Last month we invited NZ Baptist readers to share their testimonies. The following is from Alex Scott, who attends Palmerston North Central Baptist.
In 1969, with my wife Kathy and two small daughters Joy and Adele, I found myself on a small logging ship sailing to Japan at the same time as men were landing on the moon.
In many wonderful ways God led, tested us, yet proved himself faithful.
Kathy and my call to serve in Japan went back 10 years and from the same date, July 4.
Our church, which was Apostolic, had no missionaries there, so we were it. We were reminded of Genesis 24:48, “I, being in the way the Lord led me,” where Abraham’s servant needed direction to find the right wife for Isaac.
Things happen when we are in God’s will.
I had only attended a language school a few times and wondered what on earth we could do, knowing little Japanese, in a seemingly self-sufficient, populous nation.
After class one day I was running to catch an Osaka loop-line train to meet a bus connection for Hirakata. On the other side of the street was an elderly lady struggling with heavy bags, and going the other way to the hospital.
I felt prompted to cross over and ask if she needed help. In much of Asia relatives take meals etc. to a hospital, as this lady was doing for her daughter.

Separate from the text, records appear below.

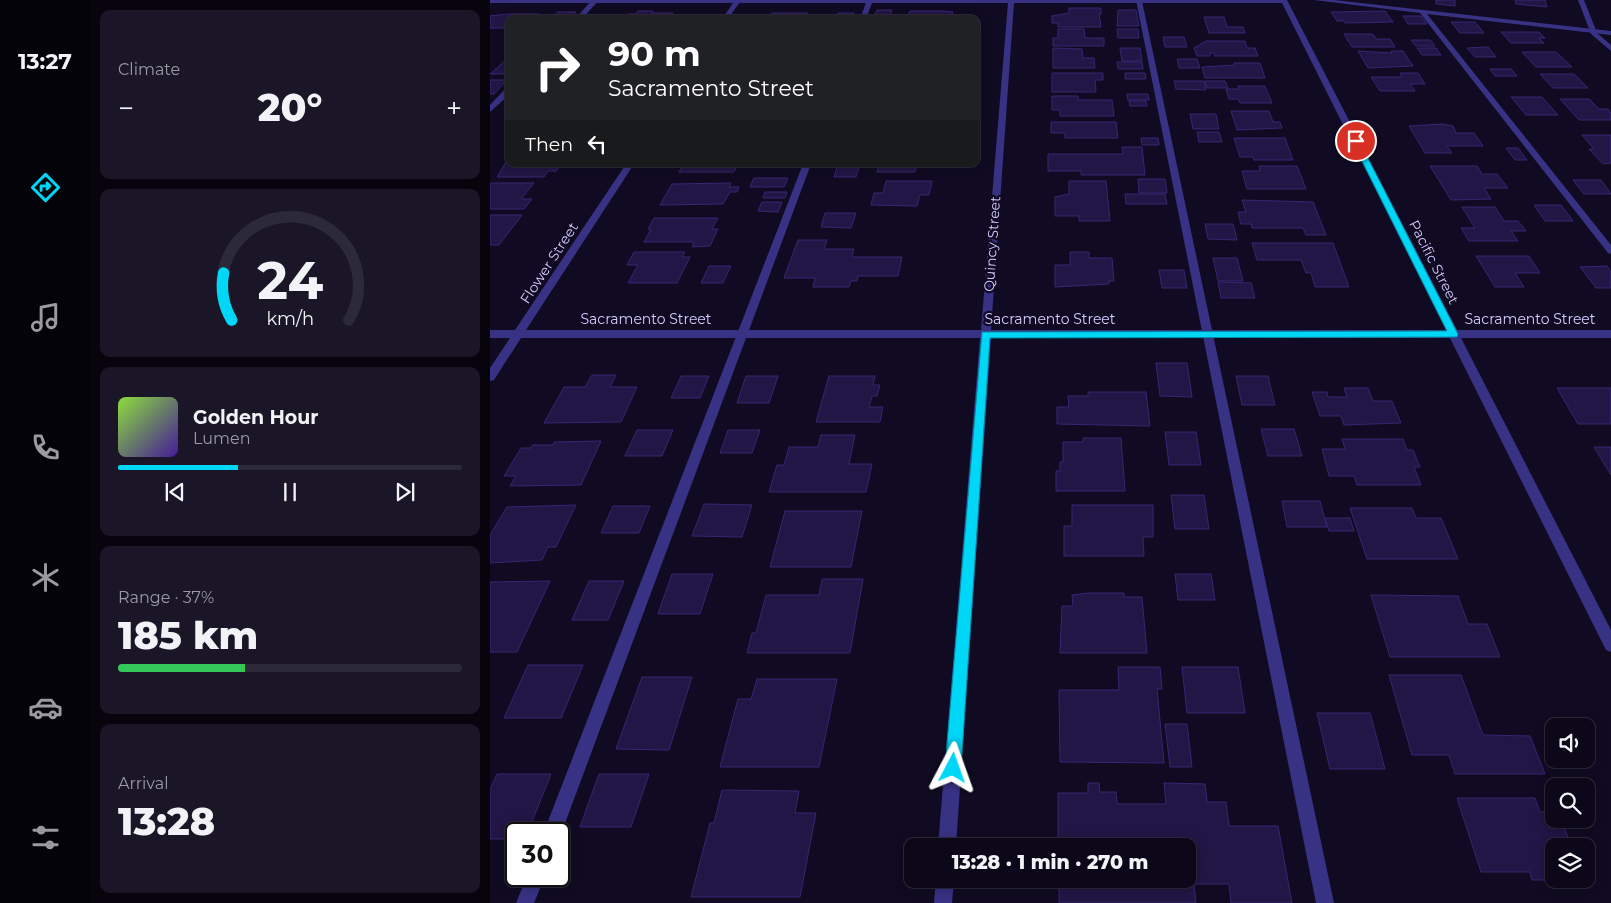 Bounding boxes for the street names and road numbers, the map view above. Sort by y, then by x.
street label: Quincy Street [980,195,1004,292]
street label: Pacific Street [1405,217,1463,307]
street label: Flower Street [516,219,582,307]
street label: Sacramento Street [580,310,712,328]
street label: Sacramento Street [984,310,1116,328]
street label: Sacramento Street [1464,310,1596,328] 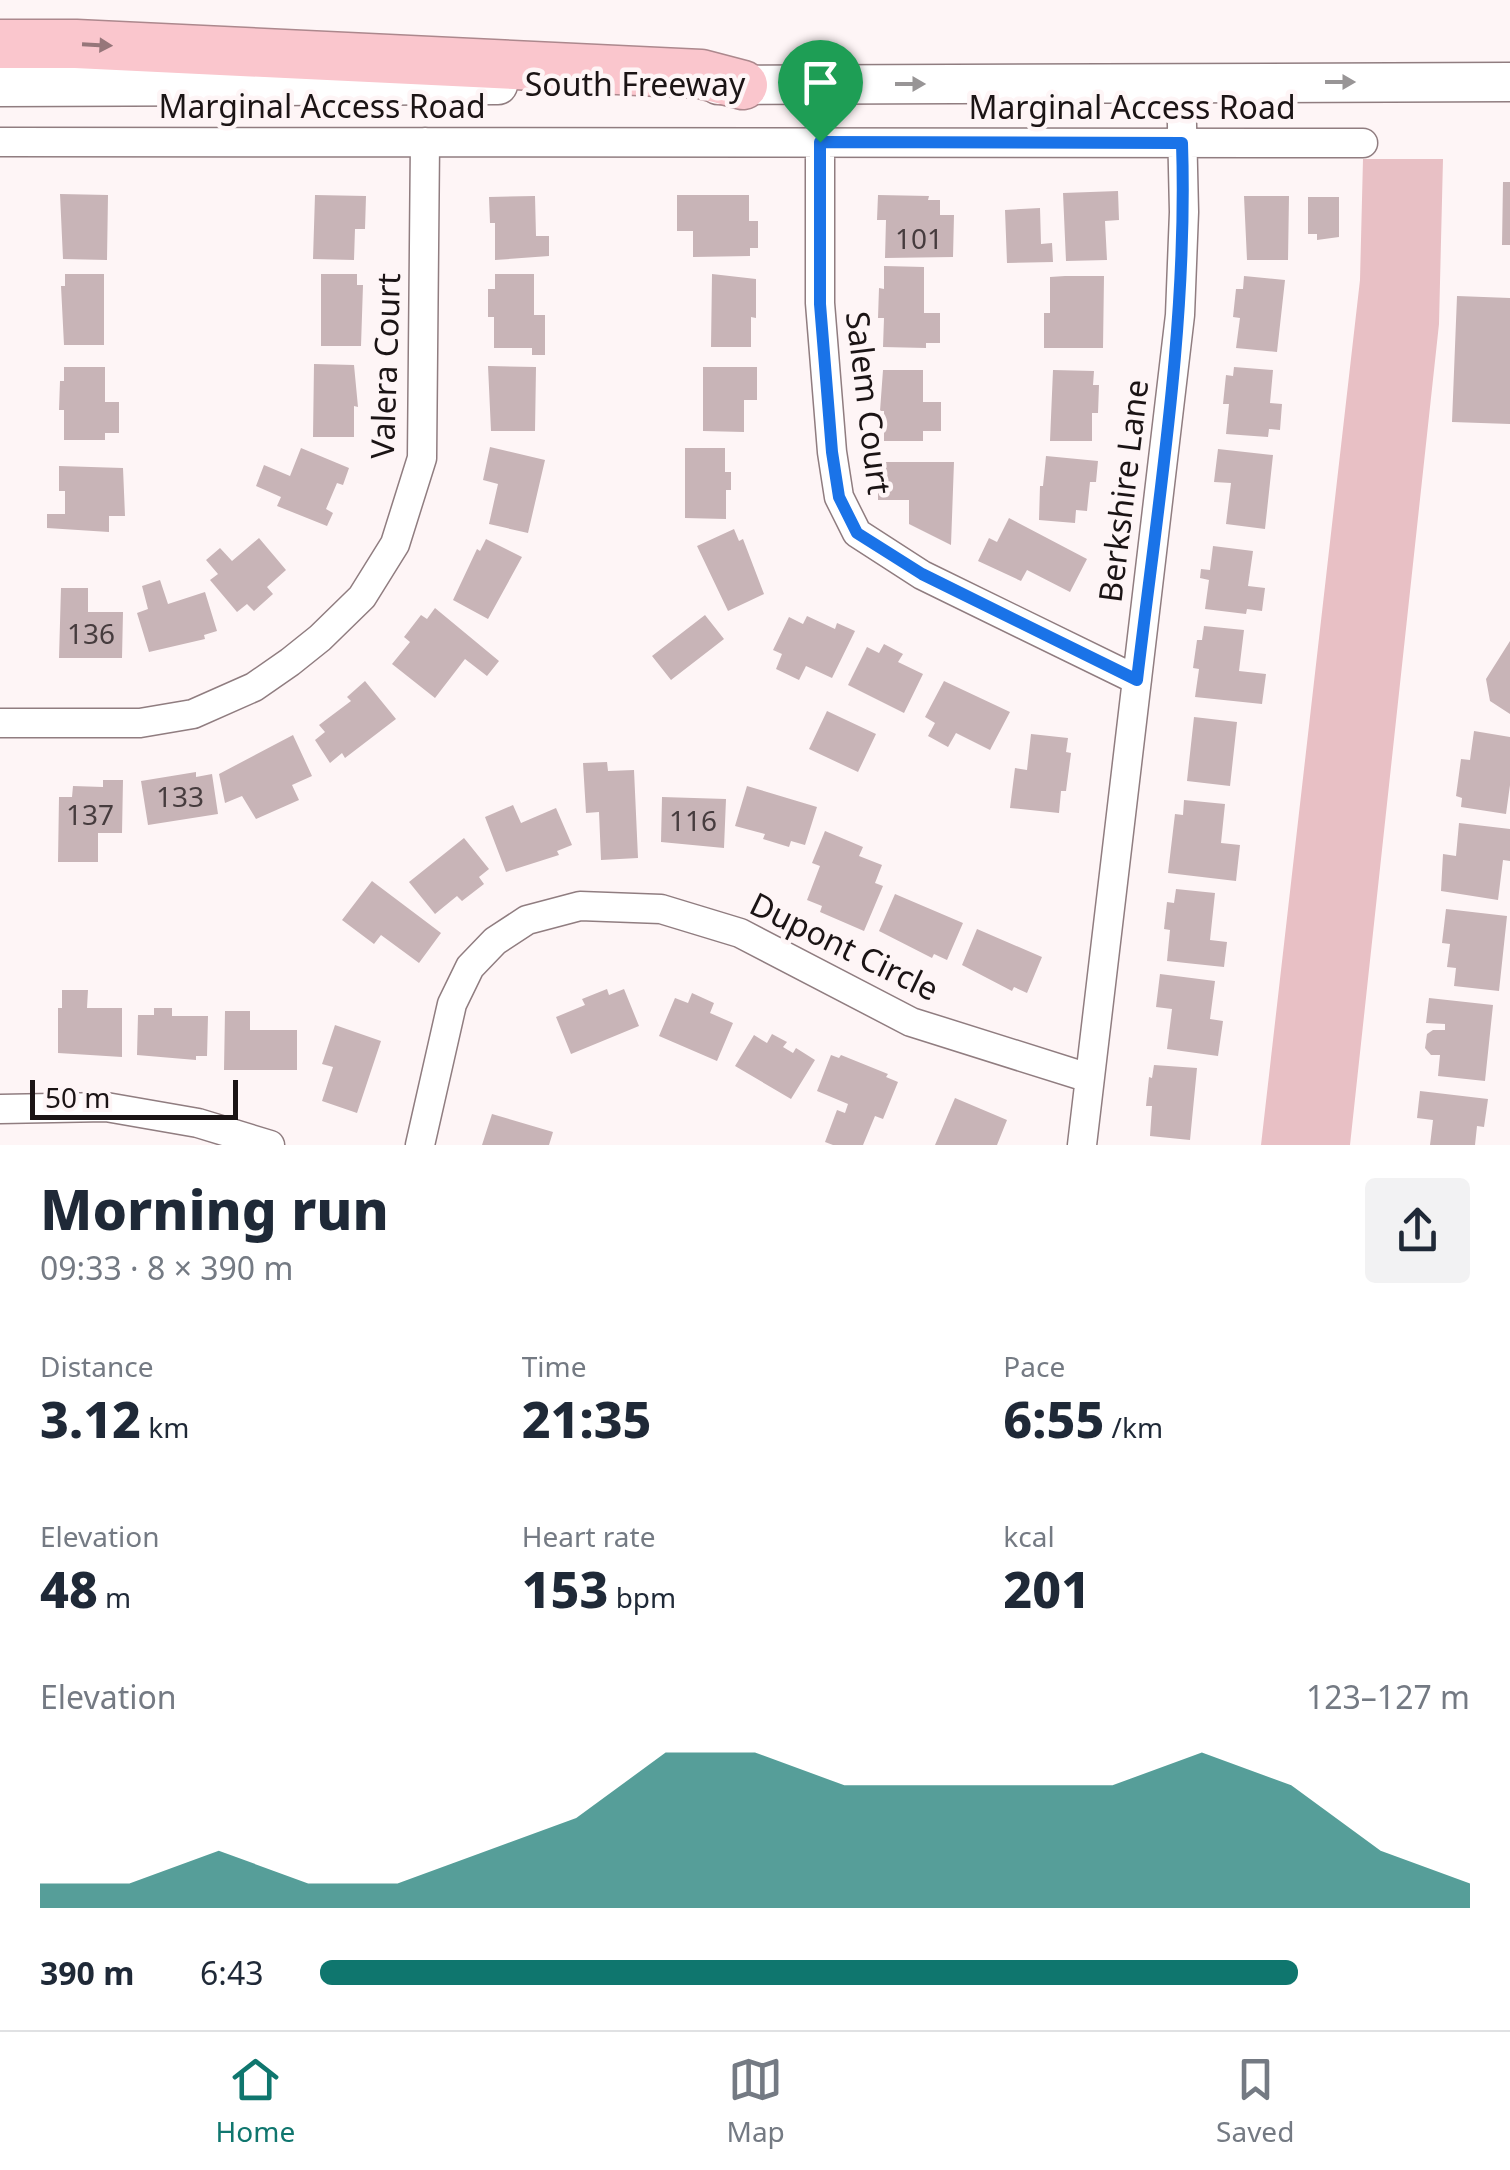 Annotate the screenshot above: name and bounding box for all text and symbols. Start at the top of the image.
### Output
one-way arrow [82,37,114,53]
pin [778,40,863,143]
icon: arrive [793,55,848,110]
street label: South Freeway [525,62,746,105]
one-way arrow [1325,74,1357,90]
one-way arrow [895,75,927,91]
street label: Marginal Access Road [158,84,486,127]
street label: Marginal Access Road [968,85,1296,128]
house number: 101 [895,219,943,257]
street label: Valera Court [360,272,409,460]
street label: Salem Court [837,309,902,497]
street label: Berkshire Lane [1088,377,1158,605]
house number: 136 [67,614,115,652]
house number: 133 [156,777,204,815]
house number: 137 [66,795,114,833]
house number: 116 [669,801,717,839]
street label: Dupont Circle [743,881,946,1010]
scale bar [30,1075,238,1120]
text: 50 m [45,1078,111,1116]
text: Morning run [40,1171,389,1246]
button: share [1365,1178,1470,1283]
text: 09:33 · 8 × 390 m [40,1246,293,1289]
text: Distance [40,1347,153,1385]
text: Time [522,1347,586,1385]
text: Pace [1003,1347,1065,1385]
text: 3.12 [40,1385,141,1453]
text: 21:35 [522,1385,652,1453]
text: 6:55 [1003,1385,1104,1453]
text: km [141,1408,189,1446]
text: /km [1104,1408,1163,1446]
text: Elevation [40,1517,160,1555]
text: Heart rate [522,1517,655,1555]
text: kcal [1003,1517,1055,1555]
text: 48 [40,1555,98,1623]
text: 153 [522,1555,608,1623]
text: 201 [1003,1555,1090,1623]
text: m [98,1578,131,1616]
text: bpm [608,1578,676,1616]
text: Elevation [40,1675,177,1718]
text: 123–127 m [1306,1675,1470,1718]
text: 390 m [40,1951,134,1994]
text: 6:43 [200,1951,264,1994]
tab: Home [216,2052,295,2150]
tab: Map [727,2052,785,2150]
tab: Saved [1216,2052,1294,2150]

She was grateful but of course I missed my connections. As I waited for another bus I saw an old man in the last patch of sunlight, leaning on a post. He beckoned me over and asked the time. (I knew that much Japanese!) He then wanted to know if I was a Christian, explaining that he was from the heart hospital on the hill and didn’t have long to live. Would I give him an English Bible? He could read, though not speak, English.
Of course I sent him one, marking suitable passages and writing key verses from a Japanese Bible also.
He sent back a beautiful card in Japanese (that I couldn’t read) and our non-Christian hosts were amazed. “How did you meet him and understand?”
I did nothing, except respond to the Holy Spirit, for God had arranged everything.
Shortly afterwards we met a lovely 18-year-old girl at a bread shop. Again we were asked if we were Christians. She invited us to her church (AOG), which involved following her (without getting lost) with many changes of train to a welcoming group where we understood little but experienced a wonderful warmth of fellowship that went beyond language.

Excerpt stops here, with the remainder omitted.